The walls of your bathroom aren’t the only thing you can transform with paint, but your tub, tiles and sink too.
FIONA King, paint expert at Taubmans and White Knight, shares her top tips for giving your bathroom a professional-looking paint finish.
What type of paint do I need for a bathroom?
Unlike other rooms of the house, bathroom walls and surfaces are exposed to humidity, heat, mould, mildew and vapours. The paint you choose needs to be able to stand up to these conditions. Taubmans Endure Kitchen and Bathroom is moisture-resistant and washable, making it a good choice for bathrooms.
Do I really need to prep walls?
Absolutely. The prepping process is just as important as the painting process if you want good results. Walls need to be clean, dry and free of contamination for paint to adhere to them properly. So, start by wiping down walls with a mild detergent and then rinse clean with water.
If you’re painting an old bathroom where enamel finishes were previously used on the walls, I’d recommend lightly sanding them back and applying a coat of primer to ensure that the new paint can adhere to the surface.

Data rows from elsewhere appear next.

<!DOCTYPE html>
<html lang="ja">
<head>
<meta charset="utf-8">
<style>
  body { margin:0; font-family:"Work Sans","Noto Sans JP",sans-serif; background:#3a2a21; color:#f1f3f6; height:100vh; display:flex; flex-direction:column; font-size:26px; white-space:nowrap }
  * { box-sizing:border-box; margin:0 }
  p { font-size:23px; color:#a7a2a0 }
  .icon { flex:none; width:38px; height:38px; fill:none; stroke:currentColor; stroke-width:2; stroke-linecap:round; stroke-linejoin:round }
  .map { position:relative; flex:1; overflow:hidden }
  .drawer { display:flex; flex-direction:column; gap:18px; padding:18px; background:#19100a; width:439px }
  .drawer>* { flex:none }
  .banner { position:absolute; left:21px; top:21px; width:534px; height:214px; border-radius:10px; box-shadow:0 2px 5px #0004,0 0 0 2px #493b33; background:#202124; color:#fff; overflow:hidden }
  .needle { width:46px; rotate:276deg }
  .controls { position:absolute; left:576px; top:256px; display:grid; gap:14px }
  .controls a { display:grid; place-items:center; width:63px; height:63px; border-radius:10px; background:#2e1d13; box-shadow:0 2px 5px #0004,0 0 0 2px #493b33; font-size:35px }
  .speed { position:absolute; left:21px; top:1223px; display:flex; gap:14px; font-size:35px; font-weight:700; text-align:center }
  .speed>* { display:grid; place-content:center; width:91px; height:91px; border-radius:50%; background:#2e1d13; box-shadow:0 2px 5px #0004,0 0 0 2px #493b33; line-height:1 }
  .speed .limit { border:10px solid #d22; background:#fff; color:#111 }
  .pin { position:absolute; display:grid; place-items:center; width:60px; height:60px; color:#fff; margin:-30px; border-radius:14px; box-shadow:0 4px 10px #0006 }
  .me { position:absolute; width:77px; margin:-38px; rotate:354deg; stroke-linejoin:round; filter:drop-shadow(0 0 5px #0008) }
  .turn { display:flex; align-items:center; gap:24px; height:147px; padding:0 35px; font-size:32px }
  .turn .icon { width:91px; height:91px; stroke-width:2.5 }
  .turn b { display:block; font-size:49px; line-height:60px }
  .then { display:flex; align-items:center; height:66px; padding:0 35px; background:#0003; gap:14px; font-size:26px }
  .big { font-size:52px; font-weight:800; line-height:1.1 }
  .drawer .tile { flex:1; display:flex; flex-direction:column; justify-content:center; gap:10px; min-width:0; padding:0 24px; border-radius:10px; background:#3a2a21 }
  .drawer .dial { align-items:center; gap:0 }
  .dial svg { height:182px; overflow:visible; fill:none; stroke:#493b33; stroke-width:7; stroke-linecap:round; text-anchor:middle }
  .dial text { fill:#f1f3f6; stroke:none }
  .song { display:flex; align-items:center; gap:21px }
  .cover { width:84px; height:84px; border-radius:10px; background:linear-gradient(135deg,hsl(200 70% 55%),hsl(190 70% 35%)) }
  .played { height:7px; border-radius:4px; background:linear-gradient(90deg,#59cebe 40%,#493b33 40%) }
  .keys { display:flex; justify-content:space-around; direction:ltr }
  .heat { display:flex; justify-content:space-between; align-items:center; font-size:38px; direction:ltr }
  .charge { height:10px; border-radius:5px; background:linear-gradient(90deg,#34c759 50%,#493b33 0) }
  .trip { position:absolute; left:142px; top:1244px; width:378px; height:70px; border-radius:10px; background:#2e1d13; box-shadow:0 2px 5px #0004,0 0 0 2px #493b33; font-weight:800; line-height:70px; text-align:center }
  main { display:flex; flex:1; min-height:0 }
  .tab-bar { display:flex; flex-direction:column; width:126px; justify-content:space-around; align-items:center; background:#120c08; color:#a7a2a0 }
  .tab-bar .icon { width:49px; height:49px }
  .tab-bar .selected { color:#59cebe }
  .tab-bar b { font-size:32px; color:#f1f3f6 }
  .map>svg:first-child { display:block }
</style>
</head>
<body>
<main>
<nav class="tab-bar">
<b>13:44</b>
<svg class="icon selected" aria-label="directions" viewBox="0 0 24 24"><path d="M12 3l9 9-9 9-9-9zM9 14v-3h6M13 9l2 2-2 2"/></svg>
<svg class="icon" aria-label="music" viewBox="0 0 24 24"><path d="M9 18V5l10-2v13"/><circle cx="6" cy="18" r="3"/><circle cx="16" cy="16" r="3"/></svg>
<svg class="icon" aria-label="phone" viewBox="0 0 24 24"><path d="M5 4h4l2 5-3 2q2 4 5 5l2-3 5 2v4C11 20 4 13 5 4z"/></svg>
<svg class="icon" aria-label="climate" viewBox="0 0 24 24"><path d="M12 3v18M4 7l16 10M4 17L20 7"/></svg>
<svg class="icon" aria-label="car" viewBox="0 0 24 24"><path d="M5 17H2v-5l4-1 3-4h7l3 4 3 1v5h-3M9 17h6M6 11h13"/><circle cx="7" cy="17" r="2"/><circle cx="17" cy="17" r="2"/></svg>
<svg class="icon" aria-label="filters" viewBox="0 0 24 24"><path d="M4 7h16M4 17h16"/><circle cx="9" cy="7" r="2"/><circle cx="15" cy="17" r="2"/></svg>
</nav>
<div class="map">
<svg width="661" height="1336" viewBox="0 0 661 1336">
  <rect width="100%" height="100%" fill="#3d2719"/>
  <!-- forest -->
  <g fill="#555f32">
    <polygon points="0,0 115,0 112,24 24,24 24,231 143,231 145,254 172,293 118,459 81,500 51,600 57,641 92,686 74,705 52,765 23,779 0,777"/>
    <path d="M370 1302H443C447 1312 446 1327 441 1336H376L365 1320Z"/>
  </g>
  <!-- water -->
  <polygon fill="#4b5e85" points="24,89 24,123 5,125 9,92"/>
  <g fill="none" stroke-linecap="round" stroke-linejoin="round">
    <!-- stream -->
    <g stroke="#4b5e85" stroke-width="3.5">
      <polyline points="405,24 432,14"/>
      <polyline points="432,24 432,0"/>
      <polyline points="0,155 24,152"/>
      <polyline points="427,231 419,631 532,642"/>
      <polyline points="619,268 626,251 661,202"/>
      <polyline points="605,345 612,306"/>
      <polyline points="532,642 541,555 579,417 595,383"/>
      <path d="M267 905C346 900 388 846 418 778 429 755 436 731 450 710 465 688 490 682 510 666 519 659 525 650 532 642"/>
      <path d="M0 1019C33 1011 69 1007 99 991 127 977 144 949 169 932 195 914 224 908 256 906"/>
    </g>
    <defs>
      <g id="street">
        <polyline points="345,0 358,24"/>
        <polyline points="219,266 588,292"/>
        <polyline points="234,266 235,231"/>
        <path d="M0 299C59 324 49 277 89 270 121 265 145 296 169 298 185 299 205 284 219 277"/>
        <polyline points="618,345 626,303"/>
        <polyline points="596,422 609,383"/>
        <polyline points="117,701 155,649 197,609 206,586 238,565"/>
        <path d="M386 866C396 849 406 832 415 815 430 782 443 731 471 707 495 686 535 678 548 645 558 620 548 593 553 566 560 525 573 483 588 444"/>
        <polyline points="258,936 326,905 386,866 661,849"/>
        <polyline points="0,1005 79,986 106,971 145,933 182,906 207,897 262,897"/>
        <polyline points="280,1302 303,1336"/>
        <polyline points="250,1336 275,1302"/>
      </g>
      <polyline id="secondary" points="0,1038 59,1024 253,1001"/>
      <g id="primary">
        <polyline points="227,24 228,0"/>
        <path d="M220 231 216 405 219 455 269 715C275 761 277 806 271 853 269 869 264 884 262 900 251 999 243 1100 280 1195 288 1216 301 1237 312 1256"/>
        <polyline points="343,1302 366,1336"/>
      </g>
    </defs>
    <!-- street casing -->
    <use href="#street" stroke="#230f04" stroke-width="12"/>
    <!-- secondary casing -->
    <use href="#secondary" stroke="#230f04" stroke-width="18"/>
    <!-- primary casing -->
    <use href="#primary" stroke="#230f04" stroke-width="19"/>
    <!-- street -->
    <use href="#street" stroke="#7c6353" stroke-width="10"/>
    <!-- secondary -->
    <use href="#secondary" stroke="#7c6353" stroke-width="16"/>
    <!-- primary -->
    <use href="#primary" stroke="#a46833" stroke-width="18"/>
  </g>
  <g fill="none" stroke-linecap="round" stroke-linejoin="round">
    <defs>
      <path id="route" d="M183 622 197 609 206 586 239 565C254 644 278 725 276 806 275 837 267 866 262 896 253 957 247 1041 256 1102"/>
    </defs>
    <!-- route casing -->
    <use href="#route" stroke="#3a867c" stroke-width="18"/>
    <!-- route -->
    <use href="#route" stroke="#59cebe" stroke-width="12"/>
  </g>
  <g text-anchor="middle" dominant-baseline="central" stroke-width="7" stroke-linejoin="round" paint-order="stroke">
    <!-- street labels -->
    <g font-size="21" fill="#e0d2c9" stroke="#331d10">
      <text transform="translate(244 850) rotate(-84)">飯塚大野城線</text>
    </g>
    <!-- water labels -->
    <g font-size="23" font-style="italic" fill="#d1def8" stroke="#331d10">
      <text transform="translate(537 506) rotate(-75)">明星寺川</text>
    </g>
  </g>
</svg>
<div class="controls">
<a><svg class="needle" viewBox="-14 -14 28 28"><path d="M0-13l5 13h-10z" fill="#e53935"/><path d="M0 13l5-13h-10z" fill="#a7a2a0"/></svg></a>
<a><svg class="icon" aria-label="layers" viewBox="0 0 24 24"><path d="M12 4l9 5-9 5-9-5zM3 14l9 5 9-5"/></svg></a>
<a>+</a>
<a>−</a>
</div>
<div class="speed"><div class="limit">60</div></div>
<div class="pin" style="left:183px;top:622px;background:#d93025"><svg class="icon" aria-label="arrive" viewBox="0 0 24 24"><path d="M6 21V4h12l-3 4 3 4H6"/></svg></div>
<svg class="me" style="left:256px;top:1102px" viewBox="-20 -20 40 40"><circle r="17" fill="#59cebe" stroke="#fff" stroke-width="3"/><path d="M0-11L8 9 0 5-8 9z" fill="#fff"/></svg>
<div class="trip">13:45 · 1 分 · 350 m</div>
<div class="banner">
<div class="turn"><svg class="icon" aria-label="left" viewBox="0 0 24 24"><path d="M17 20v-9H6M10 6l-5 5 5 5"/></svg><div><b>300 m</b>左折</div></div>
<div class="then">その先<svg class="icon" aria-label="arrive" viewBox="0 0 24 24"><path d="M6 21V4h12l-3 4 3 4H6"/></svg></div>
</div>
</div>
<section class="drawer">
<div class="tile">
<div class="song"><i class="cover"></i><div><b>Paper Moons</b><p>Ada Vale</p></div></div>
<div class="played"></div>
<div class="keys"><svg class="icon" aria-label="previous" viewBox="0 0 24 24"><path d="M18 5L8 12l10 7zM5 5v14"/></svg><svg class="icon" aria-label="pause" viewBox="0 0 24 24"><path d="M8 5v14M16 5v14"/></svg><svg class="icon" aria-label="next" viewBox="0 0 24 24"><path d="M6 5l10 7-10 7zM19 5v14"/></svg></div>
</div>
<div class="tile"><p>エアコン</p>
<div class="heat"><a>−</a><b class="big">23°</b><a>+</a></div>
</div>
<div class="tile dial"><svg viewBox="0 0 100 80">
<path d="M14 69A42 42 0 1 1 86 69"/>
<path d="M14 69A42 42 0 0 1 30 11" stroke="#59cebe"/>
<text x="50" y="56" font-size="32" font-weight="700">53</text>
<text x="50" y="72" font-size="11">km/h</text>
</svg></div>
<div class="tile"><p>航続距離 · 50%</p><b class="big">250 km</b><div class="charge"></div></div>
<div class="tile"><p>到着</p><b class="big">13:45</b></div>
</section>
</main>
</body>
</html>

And don’t forget to protect surrounding surfaces and fixtures when you paint; cover the floor and fixtures with drop cloths, and apply masking tape to any small fittings (such as handles) that can’t be removed or that will be tricky to paint around.
What’s the best way to paint?
Paint from the top down, starting from the ceiling and then moving onto the walls. Once both of these larger surfaces are completely dry, you can paint smaller surfaces, such as doors, trims and window frames.

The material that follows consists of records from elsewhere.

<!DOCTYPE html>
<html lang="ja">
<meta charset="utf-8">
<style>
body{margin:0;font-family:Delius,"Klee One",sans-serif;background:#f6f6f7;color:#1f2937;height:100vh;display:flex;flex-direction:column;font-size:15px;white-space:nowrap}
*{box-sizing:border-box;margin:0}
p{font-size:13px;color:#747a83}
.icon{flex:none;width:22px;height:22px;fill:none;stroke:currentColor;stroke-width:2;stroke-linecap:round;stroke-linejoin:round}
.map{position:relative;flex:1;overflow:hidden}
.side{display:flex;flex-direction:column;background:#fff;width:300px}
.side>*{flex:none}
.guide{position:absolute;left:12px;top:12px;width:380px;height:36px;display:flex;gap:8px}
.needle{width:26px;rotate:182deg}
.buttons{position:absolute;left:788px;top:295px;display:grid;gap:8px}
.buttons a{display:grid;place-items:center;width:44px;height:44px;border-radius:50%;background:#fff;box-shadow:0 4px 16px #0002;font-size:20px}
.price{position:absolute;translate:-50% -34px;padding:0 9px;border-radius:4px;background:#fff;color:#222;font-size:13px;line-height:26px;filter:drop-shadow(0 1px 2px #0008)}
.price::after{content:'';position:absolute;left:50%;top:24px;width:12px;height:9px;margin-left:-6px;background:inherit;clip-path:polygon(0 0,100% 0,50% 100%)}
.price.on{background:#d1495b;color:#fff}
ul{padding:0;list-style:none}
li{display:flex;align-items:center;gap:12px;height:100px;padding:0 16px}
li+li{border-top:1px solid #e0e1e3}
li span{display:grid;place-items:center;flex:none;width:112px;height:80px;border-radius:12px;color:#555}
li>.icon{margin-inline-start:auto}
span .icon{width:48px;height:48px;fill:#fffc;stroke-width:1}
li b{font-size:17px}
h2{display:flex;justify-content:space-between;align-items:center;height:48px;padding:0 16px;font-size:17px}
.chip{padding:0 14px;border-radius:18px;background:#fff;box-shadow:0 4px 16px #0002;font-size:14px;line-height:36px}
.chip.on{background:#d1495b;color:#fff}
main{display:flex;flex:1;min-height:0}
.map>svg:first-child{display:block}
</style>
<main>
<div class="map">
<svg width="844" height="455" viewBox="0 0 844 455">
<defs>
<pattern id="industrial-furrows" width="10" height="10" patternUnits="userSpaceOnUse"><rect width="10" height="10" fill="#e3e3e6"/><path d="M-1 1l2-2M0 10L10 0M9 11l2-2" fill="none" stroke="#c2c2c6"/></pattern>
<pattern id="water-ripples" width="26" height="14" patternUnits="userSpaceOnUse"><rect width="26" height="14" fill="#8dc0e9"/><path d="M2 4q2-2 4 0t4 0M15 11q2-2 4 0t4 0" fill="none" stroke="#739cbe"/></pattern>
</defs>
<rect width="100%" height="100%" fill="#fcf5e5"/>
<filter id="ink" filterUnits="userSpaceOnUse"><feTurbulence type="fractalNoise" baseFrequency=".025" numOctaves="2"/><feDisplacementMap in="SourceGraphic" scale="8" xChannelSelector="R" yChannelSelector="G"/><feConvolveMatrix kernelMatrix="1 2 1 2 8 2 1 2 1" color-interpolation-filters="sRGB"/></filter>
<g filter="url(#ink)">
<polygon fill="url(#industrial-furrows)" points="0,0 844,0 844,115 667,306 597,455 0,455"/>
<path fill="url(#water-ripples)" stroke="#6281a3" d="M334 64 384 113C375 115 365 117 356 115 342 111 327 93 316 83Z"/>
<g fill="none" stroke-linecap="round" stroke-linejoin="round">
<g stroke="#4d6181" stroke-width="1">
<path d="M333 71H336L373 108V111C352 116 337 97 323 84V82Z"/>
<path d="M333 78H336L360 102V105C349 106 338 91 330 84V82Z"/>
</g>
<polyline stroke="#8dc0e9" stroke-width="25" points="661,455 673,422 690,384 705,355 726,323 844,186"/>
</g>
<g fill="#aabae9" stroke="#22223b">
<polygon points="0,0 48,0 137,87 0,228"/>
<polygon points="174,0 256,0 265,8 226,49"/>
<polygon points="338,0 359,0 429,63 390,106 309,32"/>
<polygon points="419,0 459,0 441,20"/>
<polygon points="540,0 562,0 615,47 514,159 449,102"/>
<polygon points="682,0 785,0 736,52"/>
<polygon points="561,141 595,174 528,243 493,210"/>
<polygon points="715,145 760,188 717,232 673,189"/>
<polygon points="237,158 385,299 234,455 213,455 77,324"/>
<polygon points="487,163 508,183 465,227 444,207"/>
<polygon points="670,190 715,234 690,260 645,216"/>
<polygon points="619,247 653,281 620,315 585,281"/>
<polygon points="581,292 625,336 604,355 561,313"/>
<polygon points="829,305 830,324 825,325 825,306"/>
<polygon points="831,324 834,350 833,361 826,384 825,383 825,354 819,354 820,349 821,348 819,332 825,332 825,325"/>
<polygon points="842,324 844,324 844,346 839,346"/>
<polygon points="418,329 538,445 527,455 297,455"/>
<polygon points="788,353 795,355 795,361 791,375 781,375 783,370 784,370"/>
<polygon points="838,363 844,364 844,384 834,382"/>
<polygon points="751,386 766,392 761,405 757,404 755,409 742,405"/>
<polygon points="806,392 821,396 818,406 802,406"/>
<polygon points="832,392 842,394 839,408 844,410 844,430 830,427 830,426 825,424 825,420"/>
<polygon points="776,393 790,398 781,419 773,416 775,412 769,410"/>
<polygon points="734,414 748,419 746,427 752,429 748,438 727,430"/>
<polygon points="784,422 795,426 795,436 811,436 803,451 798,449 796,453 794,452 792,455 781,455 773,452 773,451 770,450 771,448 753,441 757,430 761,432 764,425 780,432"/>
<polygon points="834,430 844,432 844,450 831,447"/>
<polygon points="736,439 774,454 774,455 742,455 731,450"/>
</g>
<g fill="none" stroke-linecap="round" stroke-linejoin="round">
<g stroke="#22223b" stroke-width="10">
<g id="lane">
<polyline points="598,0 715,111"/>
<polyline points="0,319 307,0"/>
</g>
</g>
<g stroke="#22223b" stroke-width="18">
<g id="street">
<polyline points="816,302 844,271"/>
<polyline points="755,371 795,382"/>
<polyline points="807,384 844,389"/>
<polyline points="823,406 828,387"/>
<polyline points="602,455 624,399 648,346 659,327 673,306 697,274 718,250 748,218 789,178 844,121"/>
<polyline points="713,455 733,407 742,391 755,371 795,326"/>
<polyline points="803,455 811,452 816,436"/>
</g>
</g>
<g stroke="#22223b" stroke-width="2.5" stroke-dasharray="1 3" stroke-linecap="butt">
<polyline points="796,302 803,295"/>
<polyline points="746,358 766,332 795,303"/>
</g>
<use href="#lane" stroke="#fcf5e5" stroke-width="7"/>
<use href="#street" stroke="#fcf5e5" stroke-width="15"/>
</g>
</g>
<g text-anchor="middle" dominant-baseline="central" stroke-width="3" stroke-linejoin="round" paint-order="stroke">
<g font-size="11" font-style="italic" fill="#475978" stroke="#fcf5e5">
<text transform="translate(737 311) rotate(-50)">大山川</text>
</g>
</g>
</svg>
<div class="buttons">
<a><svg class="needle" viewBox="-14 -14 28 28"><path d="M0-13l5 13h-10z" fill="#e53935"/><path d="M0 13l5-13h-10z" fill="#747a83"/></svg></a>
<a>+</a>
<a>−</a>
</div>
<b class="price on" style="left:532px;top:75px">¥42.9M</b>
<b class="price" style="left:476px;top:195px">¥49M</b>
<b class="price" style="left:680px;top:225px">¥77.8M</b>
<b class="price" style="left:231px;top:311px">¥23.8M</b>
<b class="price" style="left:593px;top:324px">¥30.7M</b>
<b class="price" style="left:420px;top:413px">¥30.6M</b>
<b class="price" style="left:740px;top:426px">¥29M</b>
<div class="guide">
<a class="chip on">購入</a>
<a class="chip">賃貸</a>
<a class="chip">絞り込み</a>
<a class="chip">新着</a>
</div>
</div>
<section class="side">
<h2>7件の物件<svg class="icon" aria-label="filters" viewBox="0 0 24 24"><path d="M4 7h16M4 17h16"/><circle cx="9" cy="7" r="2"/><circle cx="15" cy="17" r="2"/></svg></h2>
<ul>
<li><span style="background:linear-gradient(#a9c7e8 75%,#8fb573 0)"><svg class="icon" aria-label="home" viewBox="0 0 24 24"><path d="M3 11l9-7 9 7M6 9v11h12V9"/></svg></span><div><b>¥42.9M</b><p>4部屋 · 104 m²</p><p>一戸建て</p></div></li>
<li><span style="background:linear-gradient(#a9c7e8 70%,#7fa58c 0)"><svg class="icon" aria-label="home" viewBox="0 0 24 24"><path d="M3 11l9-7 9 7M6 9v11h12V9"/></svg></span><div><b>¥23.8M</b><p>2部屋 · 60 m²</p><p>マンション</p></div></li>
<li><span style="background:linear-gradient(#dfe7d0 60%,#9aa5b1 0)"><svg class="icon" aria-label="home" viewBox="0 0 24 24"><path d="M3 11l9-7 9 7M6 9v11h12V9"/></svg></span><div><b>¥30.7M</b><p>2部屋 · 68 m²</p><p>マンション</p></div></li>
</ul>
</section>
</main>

Tip: Stir the paint in the tin for at least five minutes before you start painting. This will ensure that colour tints are dispersed evenly and will give you a clean, level coat.
Should I use rollers or brushes?
You’ll need both as they do different things. An angled paint brush is far more precise than a roller and will allow you to get right to the edges of walls. A roller, on the other hand, will allow you to quickly cover larger areas, and will give you a more even finish than a traditional brush.
What mistake do people often make?
Forgetting to ventilate the bathroom. Most water-based paints will need a minimum of two days to dry. Having a well-ventilated bathroom with a powerful exhaust fan will help the paint cure faster, and will also prevent mould forming down the track.
How long will it take to dry?
When painting walls and ceilings, two coats of paint are recommended. The initial coat normally dries in 30 minutes, but you should leave at least two hours before painting the second coat.
As for how long before you can actually start using the space again, as a guide I’d allow two days before re-exposing painted surfaces to moisture.
Is there anything else I can paint in my bathroom?
Yes – you can give your bathtub, sink, wall tiles, and laminate and melamine surfaces a new look with White Knight’s specialty Kitchen and Bathroom paint range. Choose from white or a custom colour.
How do I prep these elements?
Prep surfaces with a suitable primer and cleaner first in order to remove soap scum and grease, and so that paint has a suitable surface to adhere to.
For best results it is recommended you:
Give laminate or melamine surfaces a light sand before priming.
Use a mini microfibre roller to apply paint to bathroom tiles. Use a brush to get into corners.
Apply paint to tiles in a thin, zigzag pattern, working a few tiles at a time.
How long does it take to dry?
Your tub, sink, tiles and surfaces will be touch dry in two hours, fully dry in eight hours, and fully cured in about a week. Avoid deep cleaning or giving surfaces any hard knocks during this time.